Task material:
Segment Open
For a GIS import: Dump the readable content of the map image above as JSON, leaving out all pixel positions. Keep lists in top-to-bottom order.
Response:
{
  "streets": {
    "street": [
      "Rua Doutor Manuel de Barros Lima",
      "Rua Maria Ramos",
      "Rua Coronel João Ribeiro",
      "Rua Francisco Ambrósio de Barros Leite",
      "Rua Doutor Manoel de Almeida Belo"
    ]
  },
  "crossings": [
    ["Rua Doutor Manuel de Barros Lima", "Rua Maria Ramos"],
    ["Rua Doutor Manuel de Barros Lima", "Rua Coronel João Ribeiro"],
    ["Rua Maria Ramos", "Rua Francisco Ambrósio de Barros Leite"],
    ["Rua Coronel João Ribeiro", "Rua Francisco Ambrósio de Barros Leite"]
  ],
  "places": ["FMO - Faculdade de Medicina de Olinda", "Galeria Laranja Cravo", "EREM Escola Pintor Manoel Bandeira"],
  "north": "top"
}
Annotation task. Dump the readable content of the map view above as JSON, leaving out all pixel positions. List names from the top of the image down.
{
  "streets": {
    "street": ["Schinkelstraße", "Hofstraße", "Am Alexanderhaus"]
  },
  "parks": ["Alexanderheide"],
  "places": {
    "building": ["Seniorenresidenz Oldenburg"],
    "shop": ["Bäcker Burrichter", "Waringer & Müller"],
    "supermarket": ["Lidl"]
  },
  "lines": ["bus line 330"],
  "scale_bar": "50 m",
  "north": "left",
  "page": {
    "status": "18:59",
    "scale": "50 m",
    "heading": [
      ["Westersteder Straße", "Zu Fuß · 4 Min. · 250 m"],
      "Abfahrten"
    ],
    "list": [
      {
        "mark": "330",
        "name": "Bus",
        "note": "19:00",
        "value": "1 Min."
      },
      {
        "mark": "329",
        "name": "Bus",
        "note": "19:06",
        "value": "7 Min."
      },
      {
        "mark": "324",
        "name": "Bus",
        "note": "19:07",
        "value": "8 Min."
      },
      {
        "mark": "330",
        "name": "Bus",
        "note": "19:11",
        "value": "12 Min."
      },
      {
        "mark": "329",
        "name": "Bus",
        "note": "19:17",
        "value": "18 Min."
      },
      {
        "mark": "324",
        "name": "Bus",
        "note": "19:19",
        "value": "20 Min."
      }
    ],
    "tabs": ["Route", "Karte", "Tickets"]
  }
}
Segment Closed
Description of the task:
Copy the material above, line for line.

Exercise output:
For a GIS import: Dump the readable content of the map image above as JSON, leaving out all pixel positions. Keep lists in top-to-bottom order.
Response:
{
  "streets": {
    "street": [
      "Rua Doutor Manuel de Barros Lima",
      "Rua Maria Ramos",
      "Rua Coronel João Ribeiro",
      "Rua Francisco Ambrósio de Barros Leite",
      "Rua Doutor Manoel de Almeida Belo"
    ]
  },
  "crossings": [
    ["Rua Doutor Manuel de Barros Lima", "Rua Maria Ramos"],
    ["Rua Doutor Manuel de Barros Lima", "Rua Coronel João Ribeiro"],
    ["Rua Maria Ramos", "Rua Francisco Ambrósio de Barros Leite"],
    ["Rua Coronel João Ribeiro", "Rua Francisco Ambrósio de Barros Leite"]
  ],
  "places": ["FMO - Faculdade de Medicina de Olinda", "Galeria Laranja Cravo", "EREM Escola Pintor Manoel Bandeira"],
  "north": "top"
}
Annotation task. Dump the readable content of the map view above as JSON, leaving out all pixel positions. List names from the top of the image down.
{
  "streets": {
    "street": ["Schinkelstraße", "Hofstraße", "Am Alexanderhaus"]
  },
  "parks": ["Alexanderheide"],
  "places": {
    "building": ["Seniorenresidenz Oldenburg"],
    "shop": ["Bäcker Burrichter", "Waringer & Müller"],
    "supermarket": ["Lidl"]
  },
  "lines": ["bus line 330"],
  "scale_bar": "50 m",
  "north": "left",
  "page": {
    "status": "18:59",
    "scale": "50 m",
    "heading": [
      ["Westersteder Straße", "Zu Fuß · 4 Min. · 250 m"],
      "Abfahrten"
    ],
    "list": [
      {
        "mark": "330",
        "name": "Bus",
        "note": "19:00",
        "value": "1 Min."
      },
      {
        "mark": "329",
        "name": "Bus",
        "note": "19:06",
        "value": "7 Min."
      },
      {
        "mark": "324",
        "name": "Bus",
        "note": "19:07",
        "value": "8 Min."
      },
      {
        "mark": "330",
        "name": "Bus",
        "note": "19:11",
        "value": "12 Min."
      },
      {
        "mark": "329",
        "name": "Bus",
        "note": "19:17",
        "value": "18 Min."
      },
      {
        "mark": "324",
        "name": "Bus",
        "note": "19:19",
        "value": "20 Min."
      }
    ],
    "tabs": ["Route", "Karte", "Tickets"]
  }
}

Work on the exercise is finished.